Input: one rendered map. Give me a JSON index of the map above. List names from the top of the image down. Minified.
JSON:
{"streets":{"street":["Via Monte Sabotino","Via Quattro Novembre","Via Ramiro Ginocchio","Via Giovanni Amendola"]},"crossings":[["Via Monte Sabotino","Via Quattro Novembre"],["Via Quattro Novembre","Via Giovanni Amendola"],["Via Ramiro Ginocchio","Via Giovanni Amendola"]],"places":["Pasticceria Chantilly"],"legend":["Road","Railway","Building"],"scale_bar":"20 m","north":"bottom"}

§ §

• EXERCISE DETAILS:
Set down the whole of the material, exactly.

• FINISHED EXERCISE:
Input: one rendered map. Give me a JSON index of the map above. List names from the top of the image down. Minified.
JSON:
{"streets":{"street":["Via Monte Sabotino","Via Quattro Novembre","Via Ramiro Ginocchio","Via Giovanni Amendola"]},"crossings":[["Via Monte Sabotino","Via Quattro Novembre"],["Via Quattro Novembre","Via Giovanni Amendola"],["Via Ramiro Ginocchio","Via Giovanni Amendola"]],"places":["Pasticceria Chantilly"],"legend":["Road","Railway","Building"],"scale_bar":"20 m","north":"bottom"}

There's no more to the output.